The musical interludes, while something of an escape, are never set beyond the apartment complex. Instead, the building becomes a stage as toilet paper streamers and other household conveniences are grimly repurposed for the set design. That these banal details remain even in someone’s daydreams suggests that fantasy is born from what we know, a temporary salve but not a complete detachment. This is especially true of a scene in which the woman begins experiencing flu symptoms: she closes her eyes, and suddenly she’s performing Grace Chang’s “Achoo Cha Cha” — Achoo! Gesundheit! Her illness still manages to pierce her fantasies.
Still, these lively scenes alleviate the viewer from the rest of the film’s monotonous din: Taiwan is drenched thanks to a rainfall that never ceases, just slightly changes cadence from scene to scene. Sometimes, a radio blares from the confines of the female tenant’s apartment, reporting strange virus cases, government-issued directives, and, occasionally, a cooking recipe. There is scarce dialogue, yet The Hole is never completely silent; the world goes on, even without the roar of human presence.
The tightness in the setting is a departure from the expansive nature of many other virus films, in which mobility is not just necessary for survival, but the very thing on which survival hinges. Instead, The Hole gives its characters narrow worlds, which are then expanded by the crater between them, enabling them to live through another’s eyes. They have two brief encounters outside of the apartment: the first in the shop that the male tenant owns, and the second on their balconies facing the inner courtyard. It is through this second scene that we understand their desire to watch and be watched.

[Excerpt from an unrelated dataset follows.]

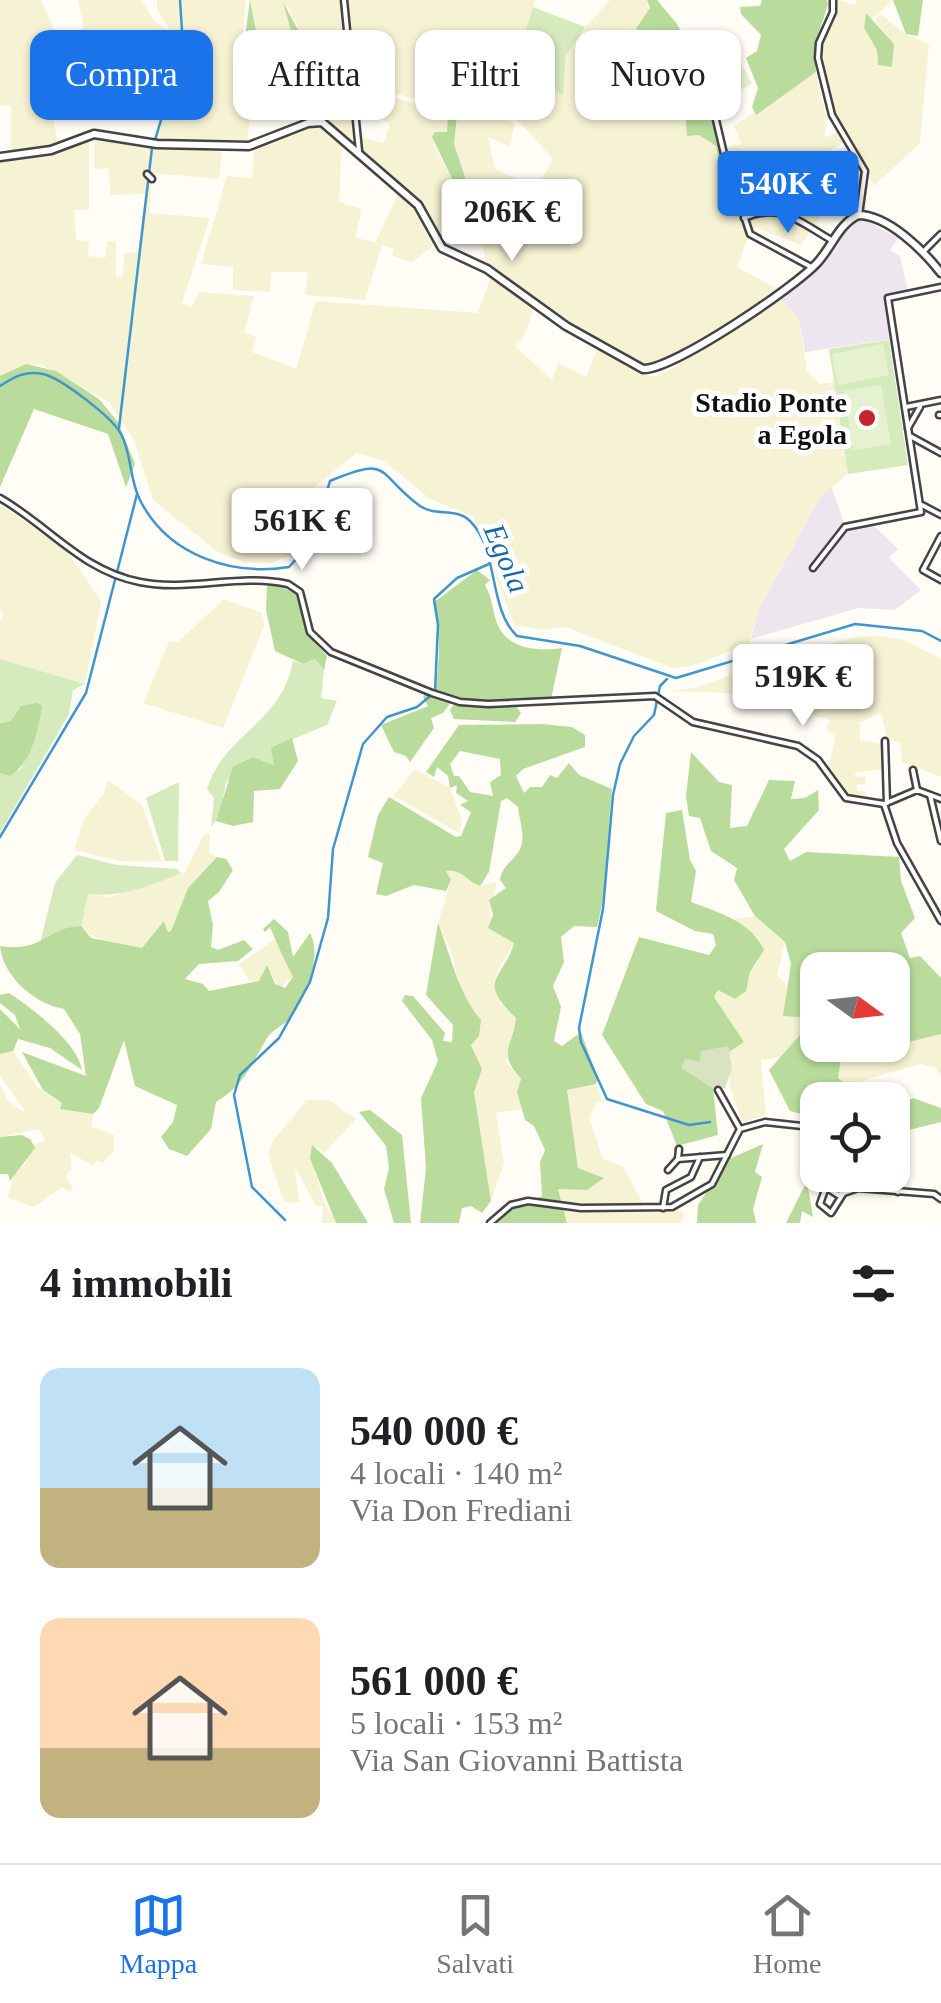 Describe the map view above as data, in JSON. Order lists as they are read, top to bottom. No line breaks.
{"water":["Egola"],"places":["Stadio Ponte a Egola"],"north":"right","page":{"chip":["Compra","Affitta","Filtri","Nuovo"],"price":["540K €","206K €","561K €","519K €"],"heading":"4 immobili","list":[{"name":"540 000 €","note":"4 locali · 140 m² · Via Don Frediani"},{"name":"561 000 €","note":"5 locali · 153 m² · Via San Giovanni Battista"}],"tabs":["Mappa","Salvati","Home"]}}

The expansion of their worlds is initially contentious. The hole’s positioning allows the upper tenant to watch his downstairs neighbor, and he subjects her to various antics using the hole as a vessel: he vomits into it, he ashes his cigarette over it, and at another point, he pours water through it. Finally, he just gets it over with, sticking his entire leg into the hole, and we watch it swing, disembodied, from the lower unit. He seems uncontrollably compelled to enact these intrusions; at times, the hole glows like a divine light, guiding the two towards each other.
In the film’s most overtly sexual scene, the woman lies directly beneath the hole, phone pressed to her ear, imagining a conversation with the upstairs tenant — “I’m looking at the hole you made in the ceiling” — but we know that he is not really on the other end of the line. As critic Fran Martin wrote in her review of the film, “Tsai’s vision suggests that in spite of … strictly unliveable conditions … the resilience of [the characters’] fantasies and desires enables them to make meaning from their world and go on living.”
The Hole imagines life’s capacity for joy in its most unbearable moments. And that joy is usually shared with others.